Stored items
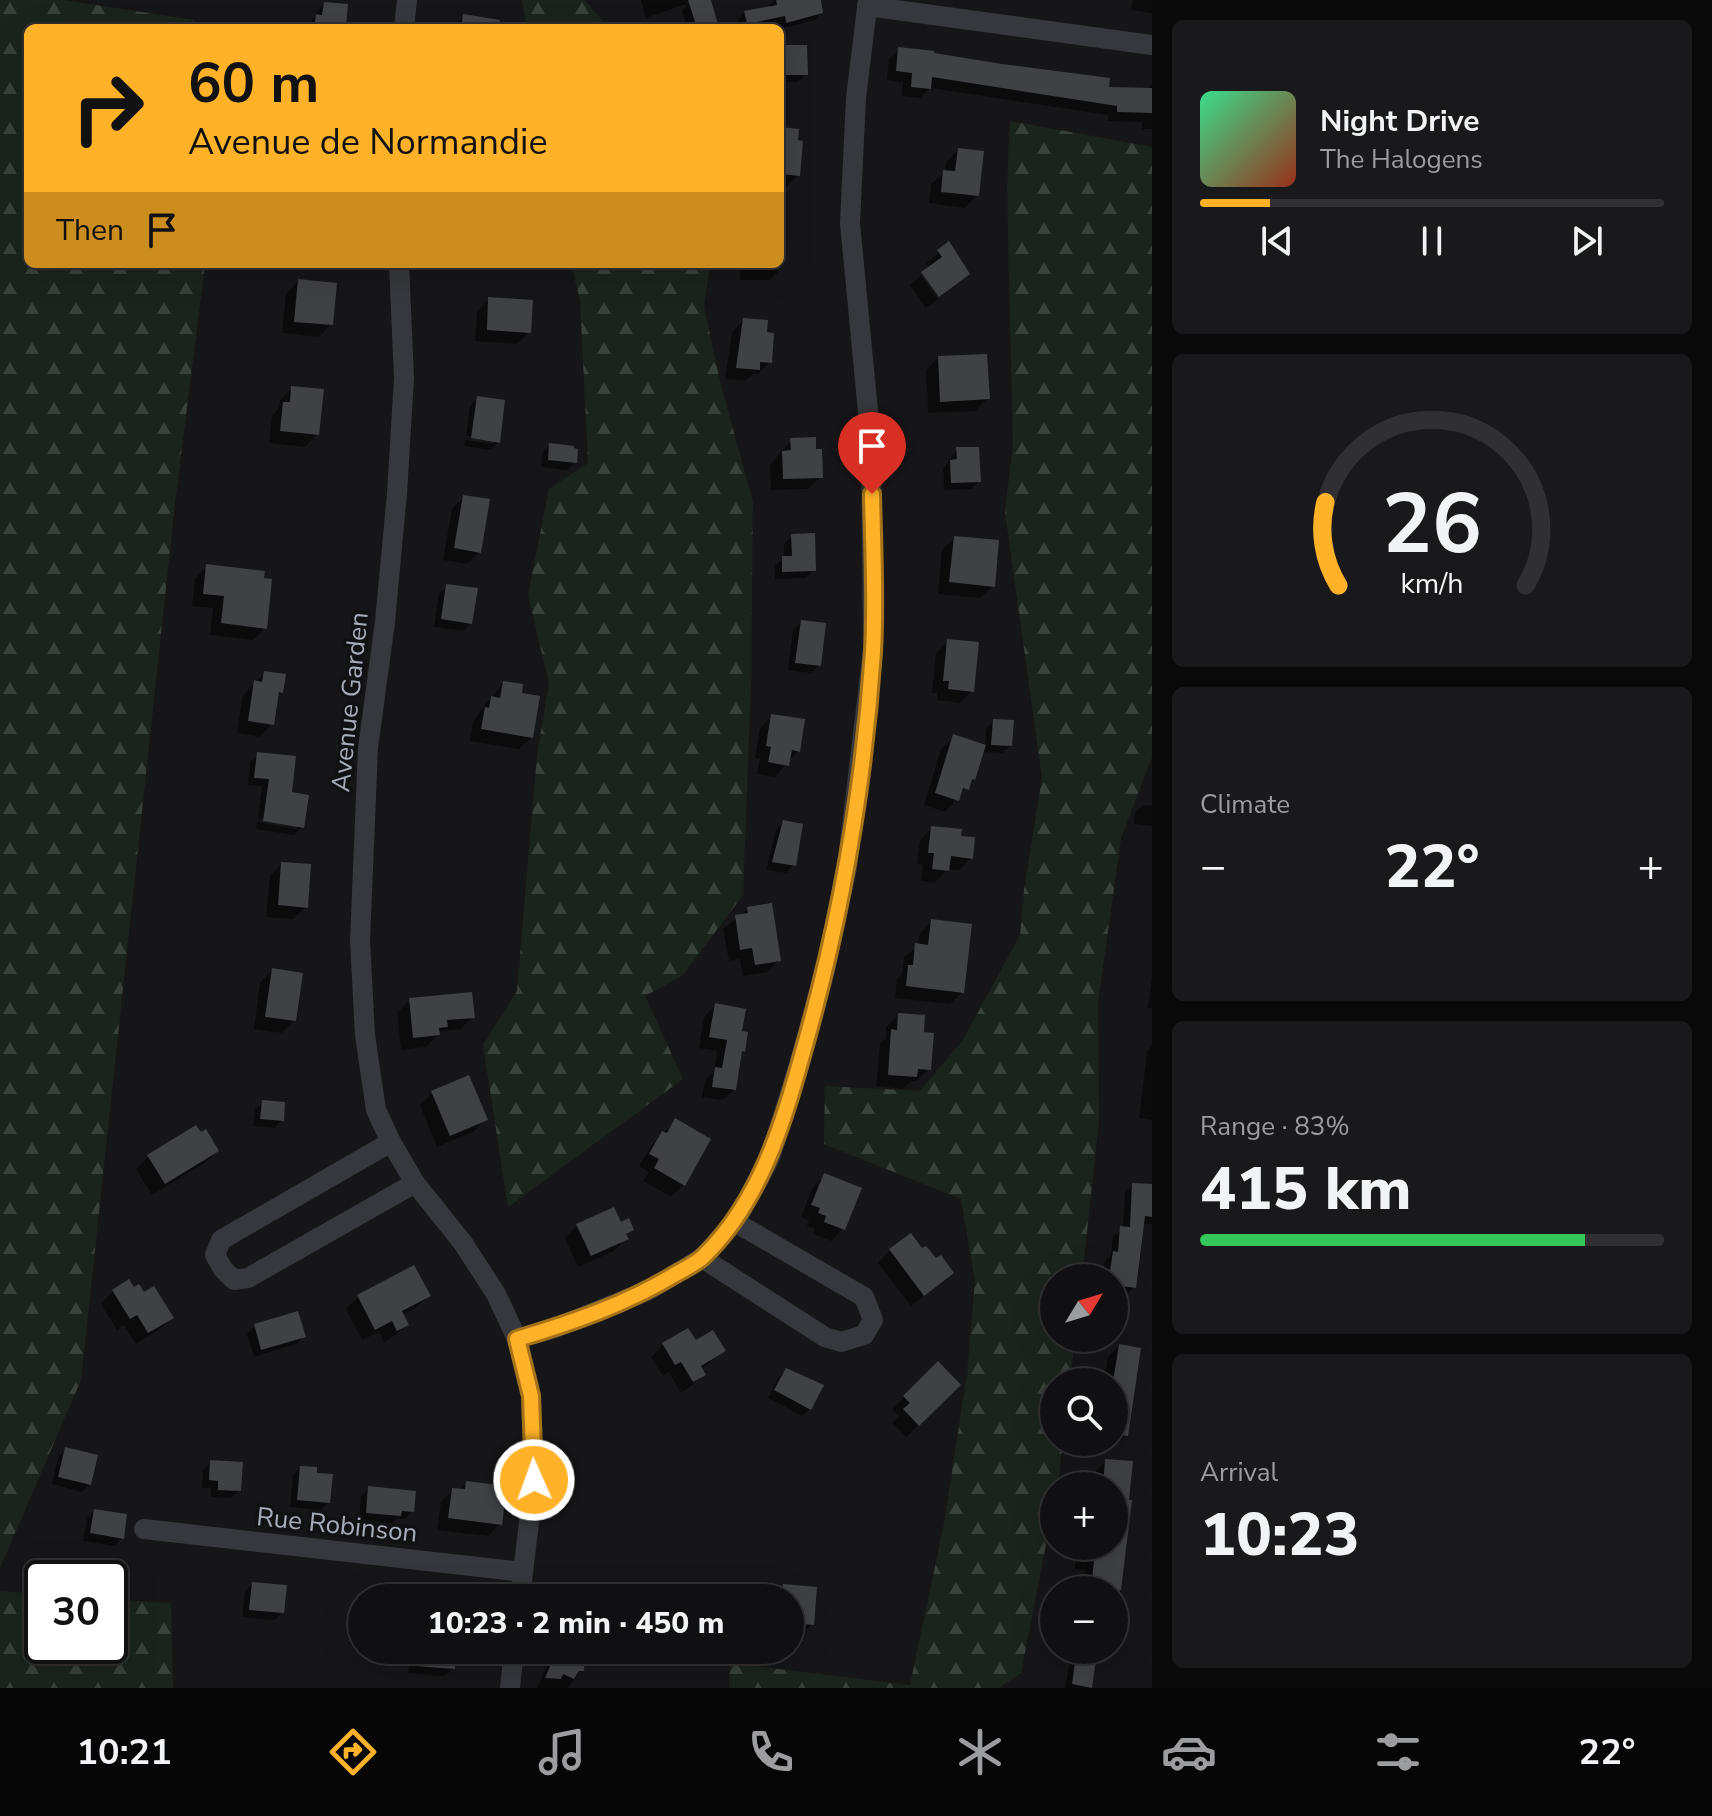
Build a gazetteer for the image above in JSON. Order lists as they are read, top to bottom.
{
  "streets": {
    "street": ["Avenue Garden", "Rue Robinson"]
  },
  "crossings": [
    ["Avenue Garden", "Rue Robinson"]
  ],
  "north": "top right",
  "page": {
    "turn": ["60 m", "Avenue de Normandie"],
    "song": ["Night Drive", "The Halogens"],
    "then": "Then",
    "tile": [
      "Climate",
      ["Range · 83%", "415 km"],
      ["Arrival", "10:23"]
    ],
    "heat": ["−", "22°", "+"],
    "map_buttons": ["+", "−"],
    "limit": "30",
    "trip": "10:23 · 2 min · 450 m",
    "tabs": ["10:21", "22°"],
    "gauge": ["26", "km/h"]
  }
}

WHAT IS NEEDED:
Transcribe all of the entries word for word, but skip any pictures they contain.

SOLUTION BELOW:
Build a gazetteer for the image above in JSON. Order lists as they are read, top to bottom.
{
  "streets": {
    "street": ["Avenue Garden", "Rue Robinson"]
  },
  "crossings": [
    ["Avenue Garden", "Rue Robinson"]
  ],
  "north": "top right",
  "page": {
    "turn": ["60 m", "Avenue de Normandie"],
    "song": ["Night Drive", "The Halogens"],
    "then": "Then",
    "tile": [
      "Climate",
      ["Range · 83%", "415 km"],
      ["Arrival", "10:23"]
    ],
    "heat": ["−", "22°", "+"],
    "map_buttons": ["+", "−"],
    "limit": "30",
    "trip": "10:23 · 2 min · 450 m",
    "tabs": ["10:21", "22°"],
    "gauge": ["26", "km/h"]
  }
}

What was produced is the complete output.